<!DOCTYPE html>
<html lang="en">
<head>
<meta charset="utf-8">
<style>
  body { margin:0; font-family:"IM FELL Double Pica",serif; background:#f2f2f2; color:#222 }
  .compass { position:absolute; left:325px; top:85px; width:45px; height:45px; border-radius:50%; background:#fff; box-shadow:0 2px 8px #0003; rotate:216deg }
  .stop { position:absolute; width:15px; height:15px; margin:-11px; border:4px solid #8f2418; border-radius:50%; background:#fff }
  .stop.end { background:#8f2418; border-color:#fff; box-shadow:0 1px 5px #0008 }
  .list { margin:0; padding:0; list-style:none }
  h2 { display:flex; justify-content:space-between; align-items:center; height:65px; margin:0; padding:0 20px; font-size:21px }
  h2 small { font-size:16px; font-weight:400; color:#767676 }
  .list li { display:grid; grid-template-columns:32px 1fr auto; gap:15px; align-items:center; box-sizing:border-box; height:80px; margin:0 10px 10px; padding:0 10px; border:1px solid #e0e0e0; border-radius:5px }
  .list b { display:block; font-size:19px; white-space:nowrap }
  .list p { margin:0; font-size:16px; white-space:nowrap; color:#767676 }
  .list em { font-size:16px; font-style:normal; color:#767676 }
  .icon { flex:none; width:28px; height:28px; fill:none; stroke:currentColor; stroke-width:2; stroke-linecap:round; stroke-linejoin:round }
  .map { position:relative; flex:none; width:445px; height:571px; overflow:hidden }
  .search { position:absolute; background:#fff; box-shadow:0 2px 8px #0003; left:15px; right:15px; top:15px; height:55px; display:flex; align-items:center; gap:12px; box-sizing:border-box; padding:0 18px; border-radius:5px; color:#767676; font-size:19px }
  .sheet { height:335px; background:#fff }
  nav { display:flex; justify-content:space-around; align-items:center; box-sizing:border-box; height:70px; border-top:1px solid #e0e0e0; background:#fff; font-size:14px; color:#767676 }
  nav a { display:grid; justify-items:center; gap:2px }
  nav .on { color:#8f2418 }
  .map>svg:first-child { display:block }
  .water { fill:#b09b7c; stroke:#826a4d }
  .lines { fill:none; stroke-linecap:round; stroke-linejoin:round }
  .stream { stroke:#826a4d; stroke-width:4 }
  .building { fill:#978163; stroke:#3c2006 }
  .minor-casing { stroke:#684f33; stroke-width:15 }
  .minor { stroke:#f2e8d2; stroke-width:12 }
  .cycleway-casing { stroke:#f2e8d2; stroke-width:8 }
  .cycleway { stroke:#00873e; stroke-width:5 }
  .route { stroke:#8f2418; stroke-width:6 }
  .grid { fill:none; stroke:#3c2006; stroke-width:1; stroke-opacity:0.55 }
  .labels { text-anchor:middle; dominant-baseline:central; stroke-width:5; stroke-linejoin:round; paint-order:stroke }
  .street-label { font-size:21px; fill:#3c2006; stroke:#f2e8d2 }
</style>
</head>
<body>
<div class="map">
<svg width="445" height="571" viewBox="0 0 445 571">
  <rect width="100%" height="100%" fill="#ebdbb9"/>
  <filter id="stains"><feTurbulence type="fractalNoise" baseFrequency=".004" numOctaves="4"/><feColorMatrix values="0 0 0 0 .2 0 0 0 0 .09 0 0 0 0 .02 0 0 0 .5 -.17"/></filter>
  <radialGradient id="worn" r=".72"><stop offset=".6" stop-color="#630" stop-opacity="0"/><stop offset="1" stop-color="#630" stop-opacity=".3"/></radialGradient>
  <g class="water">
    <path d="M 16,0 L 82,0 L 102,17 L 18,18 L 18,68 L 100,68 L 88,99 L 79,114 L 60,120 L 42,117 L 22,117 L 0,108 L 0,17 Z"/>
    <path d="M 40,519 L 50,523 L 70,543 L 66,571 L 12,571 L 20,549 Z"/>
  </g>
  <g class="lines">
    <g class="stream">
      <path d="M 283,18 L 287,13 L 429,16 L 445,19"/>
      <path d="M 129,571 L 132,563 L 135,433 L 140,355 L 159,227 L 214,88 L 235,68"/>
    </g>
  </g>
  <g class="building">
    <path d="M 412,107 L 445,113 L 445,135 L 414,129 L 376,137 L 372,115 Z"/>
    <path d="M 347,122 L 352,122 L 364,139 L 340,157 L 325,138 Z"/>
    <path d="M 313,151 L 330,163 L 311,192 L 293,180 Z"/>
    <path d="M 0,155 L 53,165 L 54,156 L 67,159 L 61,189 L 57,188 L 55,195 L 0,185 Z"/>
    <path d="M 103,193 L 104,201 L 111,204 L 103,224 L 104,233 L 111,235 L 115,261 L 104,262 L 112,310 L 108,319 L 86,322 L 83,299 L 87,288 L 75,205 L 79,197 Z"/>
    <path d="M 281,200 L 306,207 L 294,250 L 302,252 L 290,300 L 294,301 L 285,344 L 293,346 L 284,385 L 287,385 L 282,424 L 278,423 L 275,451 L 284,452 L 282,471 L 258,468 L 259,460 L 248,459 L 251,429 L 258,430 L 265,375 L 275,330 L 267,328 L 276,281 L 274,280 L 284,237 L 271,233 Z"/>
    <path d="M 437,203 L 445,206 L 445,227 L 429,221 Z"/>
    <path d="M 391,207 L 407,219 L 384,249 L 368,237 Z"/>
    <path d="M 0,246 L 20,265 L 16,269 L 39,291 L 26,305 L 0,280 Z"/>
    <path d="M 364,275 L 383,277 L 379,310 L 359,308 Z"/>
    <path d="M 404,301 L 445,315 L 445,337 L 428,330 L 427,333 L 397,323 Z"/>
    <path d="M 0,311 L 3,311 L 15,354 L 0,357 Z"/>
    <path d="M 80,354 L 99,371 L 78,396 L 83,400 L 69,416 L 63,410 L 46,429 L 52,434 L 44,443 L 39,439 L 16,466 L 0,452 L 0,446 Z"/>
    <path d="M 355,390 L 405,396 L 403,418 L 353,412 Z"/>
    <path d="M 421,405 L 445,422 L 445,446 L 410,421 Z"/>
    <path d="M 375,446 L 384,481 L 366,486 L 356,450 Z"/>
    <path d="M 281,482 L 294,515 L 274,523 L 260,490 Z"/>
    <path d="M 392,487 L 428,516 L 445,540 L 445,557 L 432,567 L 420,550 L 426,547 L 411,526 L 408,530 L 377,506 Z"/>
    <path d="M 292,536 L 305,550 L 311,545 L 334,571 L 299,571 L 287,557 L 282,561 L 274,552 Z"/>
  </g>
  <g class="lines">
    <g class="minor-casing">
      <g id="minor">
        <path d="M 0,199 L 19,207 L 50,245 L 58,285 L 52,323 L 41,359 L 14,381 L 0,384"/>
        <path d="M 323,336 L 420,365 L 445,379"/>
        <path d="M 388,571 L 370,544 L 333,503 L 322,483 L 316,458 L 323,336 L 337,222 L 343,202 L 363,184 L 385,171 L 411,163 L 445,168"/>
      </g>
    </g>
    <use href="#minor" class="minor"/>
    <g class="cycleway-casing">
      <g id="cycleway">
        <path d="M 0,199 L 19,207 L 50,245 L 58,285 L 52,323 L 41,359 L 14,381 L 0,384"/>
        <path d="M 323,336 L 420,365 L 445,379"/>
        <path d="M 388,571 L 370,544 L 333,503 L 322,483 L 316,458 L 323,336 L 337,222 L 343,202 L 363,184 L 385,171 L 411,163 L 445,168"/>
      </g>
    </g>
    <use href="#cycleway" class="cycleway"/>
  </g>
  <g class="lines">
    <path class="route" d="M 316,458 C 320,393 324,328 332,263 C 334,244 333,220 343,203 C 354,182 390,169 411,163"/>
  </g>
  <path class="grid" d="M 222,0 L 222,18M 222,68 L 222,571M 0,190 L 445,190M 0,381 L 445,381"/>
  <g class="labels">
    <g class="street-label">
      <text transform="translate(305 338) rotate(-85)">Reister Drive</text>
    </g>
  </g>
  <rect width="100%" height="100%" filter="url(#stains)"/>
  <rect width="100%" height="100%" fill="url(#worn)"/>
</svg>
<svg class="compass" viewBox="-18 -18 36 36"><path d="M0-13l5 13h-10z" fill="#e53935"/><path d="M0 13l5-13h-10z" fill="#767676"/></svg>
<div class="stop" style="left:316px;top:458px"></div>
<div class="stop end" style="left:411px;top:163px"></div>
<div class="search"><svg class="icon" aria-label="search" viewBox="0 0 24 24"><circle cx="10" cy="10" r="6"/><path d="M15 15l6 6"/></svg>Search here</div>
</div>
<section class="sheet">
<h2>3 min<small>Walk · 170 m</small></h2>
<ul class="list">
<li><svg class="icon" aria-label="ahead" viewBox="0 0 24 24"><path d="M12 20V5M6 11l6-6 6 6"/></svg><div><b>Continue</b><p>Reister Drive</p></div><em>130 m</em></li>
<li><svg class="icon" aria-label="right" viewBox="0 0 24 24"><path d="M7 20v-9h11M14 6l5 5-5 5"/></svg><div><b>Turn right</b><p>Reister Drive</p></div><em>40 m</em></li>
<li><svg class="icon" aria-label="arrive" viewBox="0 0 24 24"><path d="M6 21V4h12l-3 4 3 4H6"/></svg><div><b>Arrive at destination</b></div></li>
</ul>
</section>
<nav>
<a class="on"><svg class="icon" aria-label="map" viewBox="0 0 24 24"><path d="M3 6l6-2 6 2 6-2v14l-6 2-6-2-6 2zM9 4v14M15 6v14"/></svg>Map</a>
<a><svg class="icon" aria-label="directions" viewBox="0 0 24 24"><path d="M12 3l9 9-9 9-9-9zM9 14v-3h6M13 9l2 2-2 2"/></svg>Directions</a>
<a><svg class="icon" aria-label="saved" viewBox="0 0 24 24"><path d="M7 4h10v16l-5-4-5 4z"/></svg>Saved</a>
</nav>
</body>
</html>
::::
▶ Exercise goal
Reproduce every line of the listing above in which the string "nowrap" appears.

▶ Result for this exercise
  .list b { display:block; font-size:19px; white-space:nowrap }
  .list p { margin:0; font-size:16px; white-space:nowrap; color:#767676 }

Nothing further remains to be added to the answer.